Raft FAQ1

Q: Does Raft sacrifice anything for simplicity?

A: Raft gives up some performance in return for clarity; for example:

  • Every operation must be written to disk for persistence; performance
    probably requires batching many operations into each disk write.

  • There can only usefully be a single AppendEntries in flight from the
    leader to each follower: followers reject out-of-order
    AppendEntries, and the sender’s nextIndex[] mechanism requires
    one-at-a-time. A provision for pipelining many AppendEntries would
    be better.

  • The snapshotting design is only practical for relatively small
    states, since it writes the entire state to disk. If the state is
    big (e.g. if it’s a big database), you’d want a way to write just
    parts of the state that have changed recently.

  • Similarly, bringing recovering replicas up to date by sending them a
    complete snapshot will be slow, needlessly so if the replica already
    has an old snapshot.

  • Servers may not be able to take much advantage of multi-core because
    operations must be executed one at a time (in log order).

These could be fixed by modifying Raft, but the result might have less
value as a tutorial.

Q: Is Raft used in real-world software, or do companies generally roll
their own flavor of Paxos (or use a different consensus protocol)?

A: There are several real-world users of Raft: Docker
(https://docs.docker.com/engine/swarm/raft/), etcd (https://etcd.io),
and MongoDB. Other systems said to be using Raft include CockroachDB,
RethinkDB, and TiKV. Maybe you can find more starting at
http://raft.github.io/

On the other hand, my impression is that most state-machine
replication systems are based on the Multi-Paxos and Viewstamped
Replication protocols.

Q: What is Paxos? In what sense is Raft simpler?

A: There is a protocol called Paxos that allows a set of servers to
agree on a single value. While Paxos requires some thought to
understand, it is far simpler than Raft. Here’s an easy-to-read paper
about Paxos:

http://css.csail.mit.edu/6.824/2014/papers/paxos-simple.pdf

However, Paxos solves a much smaller problem than Raft. To build a
real-world replicated service, the replicas need to agree on an
indefinite sequence of values (the client commands), and they need
ways to efficiently recover when servers crash and restart or miss
messages. People have built such systems with Paxos as the starting
point; look up Google’s Chubby and Paxos Made Live papers, and
ZooKeeper/ZAB. There is also a protocol called Viewstamped
Replication; it’s a good design, and similar to Raft, but the paper
about it is hard to understand.

These real-world protocols are complex, and (before Raft) there was
not a good introductory paper describing how they work.
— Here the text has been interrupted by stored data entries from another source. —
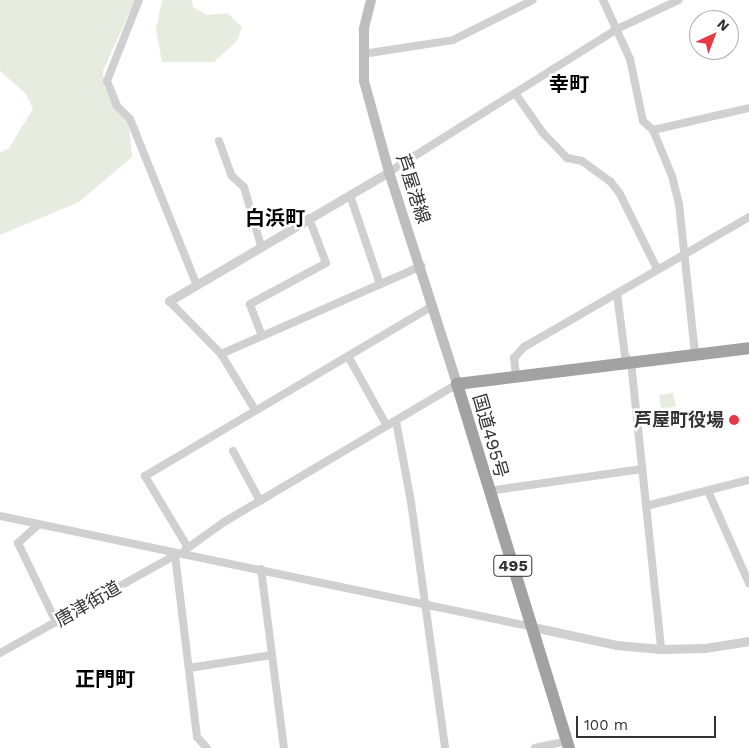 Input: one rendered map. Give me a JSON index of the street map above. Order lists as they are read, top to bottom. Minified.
{"streets":{"highway":["国道495号","495"],"main road":["芦屋港線"],"street":["唐津街道"]},"crossings":[["芦屋港線","国道495号"]],"districts":["幸町","白浜町","正門町"],"places":["芦屋町役場"],"scale_bar":"100 m","north":"top right"} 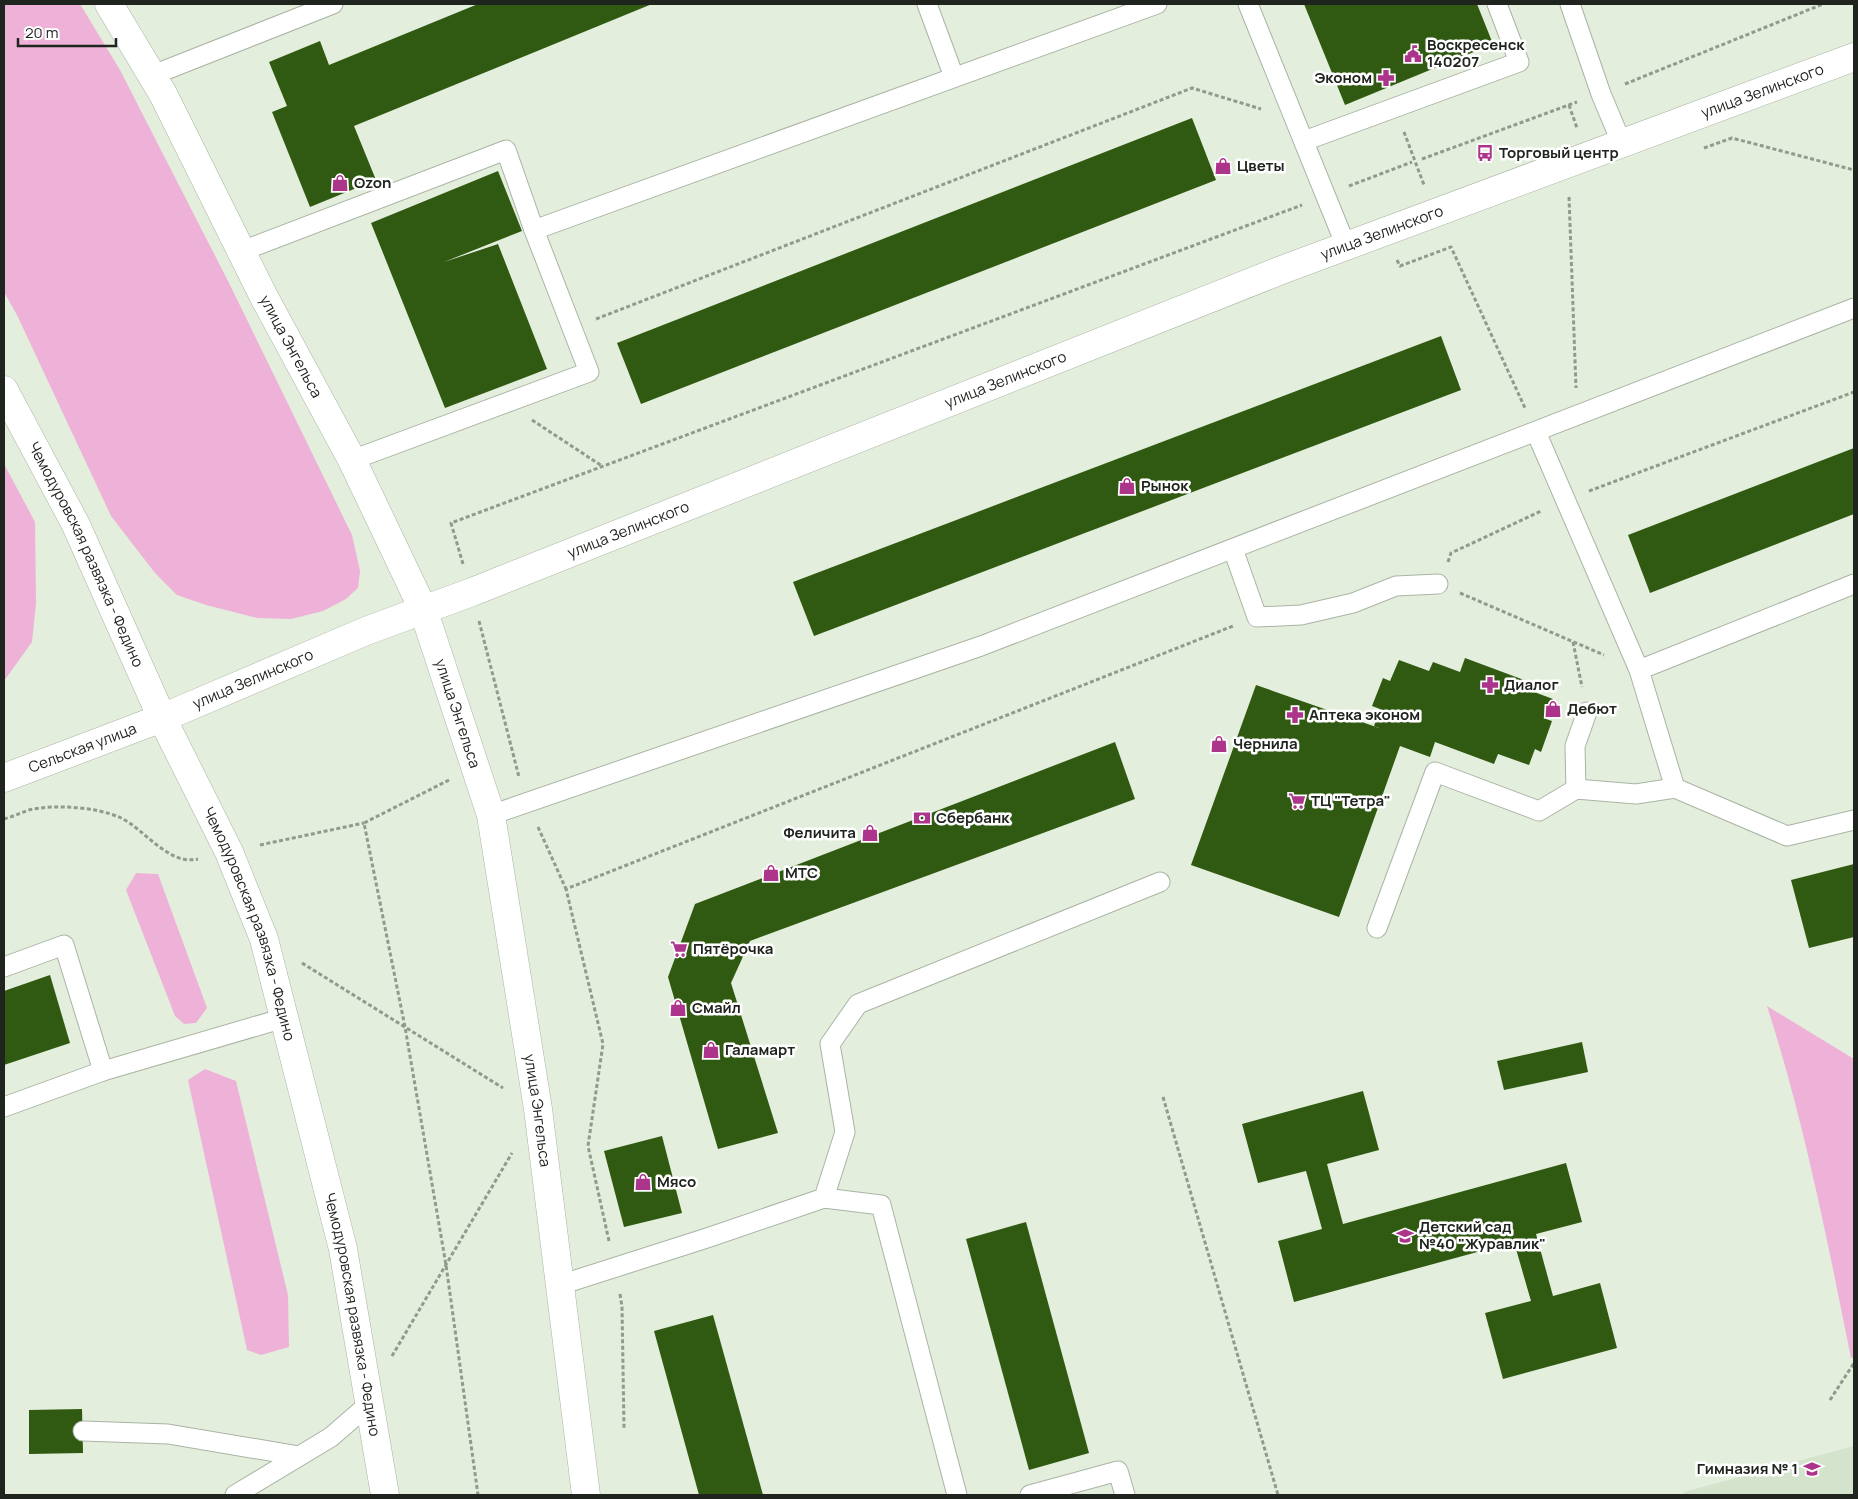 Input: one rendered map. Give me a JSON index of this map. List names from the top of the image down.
{
  "streets": {
    "street": [
      "улица Зелинского",
      "улица Энгельса",
      "Чемодуровская развязка - Федино",
      "Сельская улица"
    ]
  },
  "crossings": [
    ["улица Зелинского", "улица Энгельса"],
    ["улица Зелинского", "Чемодуровская развязка - Федино"],
    ["улица Зелинского", "Сельская улица"],
    ["Чемодуровская развязка - Федино", "Сельская улица"]
  ],
  "places": {
    "public building": ["Воскресенск 140207"],
    "pharmacy": ["Эконом", "Диалог", "Аптека эконом"],
    "bus stop": ["Торговый центр"],
    "shop": [
      "Цветы",
      "Ozon",
      "Рынок",
      "Дебют",
      "Чернила",
      "Феличита",
      "МТС",
      "Смайл",
      "Галамарт",
      "Мясо"
    ],
    "supermarket": ["ТЦ \"Тетра\"", "Пятёрочка"],
    "bank": ["Сбербанк"],
    "school or university": ["Детский сад №40 \"Журавлик\"", "Гимназия № 1"]
  },
  "scale_bar": "20 m"
} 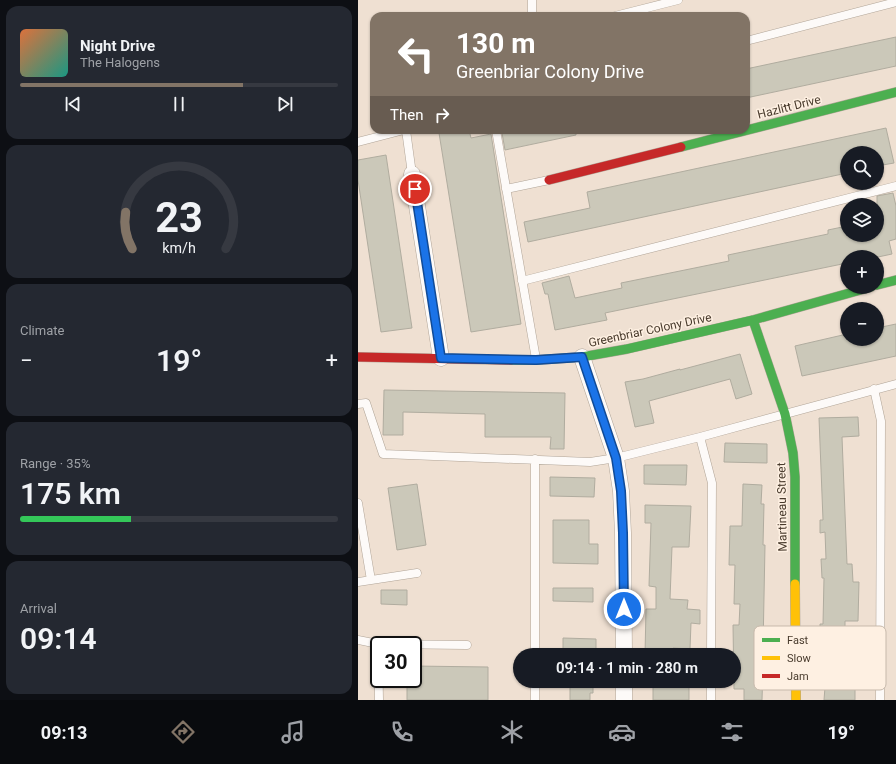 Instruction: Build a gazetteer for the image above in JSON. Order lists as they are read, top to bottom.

The Raft
paper, in contrast, is relatively easy to read and fairly detailed.
That’s a big contribution.

Whether the Raft protocol is inherently easier to understand than
something else is not clear. The issue is clouded by a lack of good
descriptions of other real-world protocols. In addition, Raft
sacrifices performance for clarity in a number of ways; that’s fine
for a tutorial but not always desirable in a real-world protocol.

Q: How long had Paxos existed before the authors created Raft?

A: Paxos was invented in the late 1980s. Raft was developed around
2012.

Raft closely resembles a protocol called Viewstamped Replication,
originally published in 1988. There were replicated fault-tolerant file
servers built on top of Viewstamped Replication in the early 1990s,
though not in production use.

A bunch of real-world systems are derived from Paxos: Chubby, Spanner,
Megastore, and Zookeeper/ZAB. Starting in the early 2000s big web
sites and cloud providers needed fault-tolerant services, and Paxos
was more or less re-discovered at that time and put into production
use.

Q: How does Raft’s performance compare to Paxos in real-world applications?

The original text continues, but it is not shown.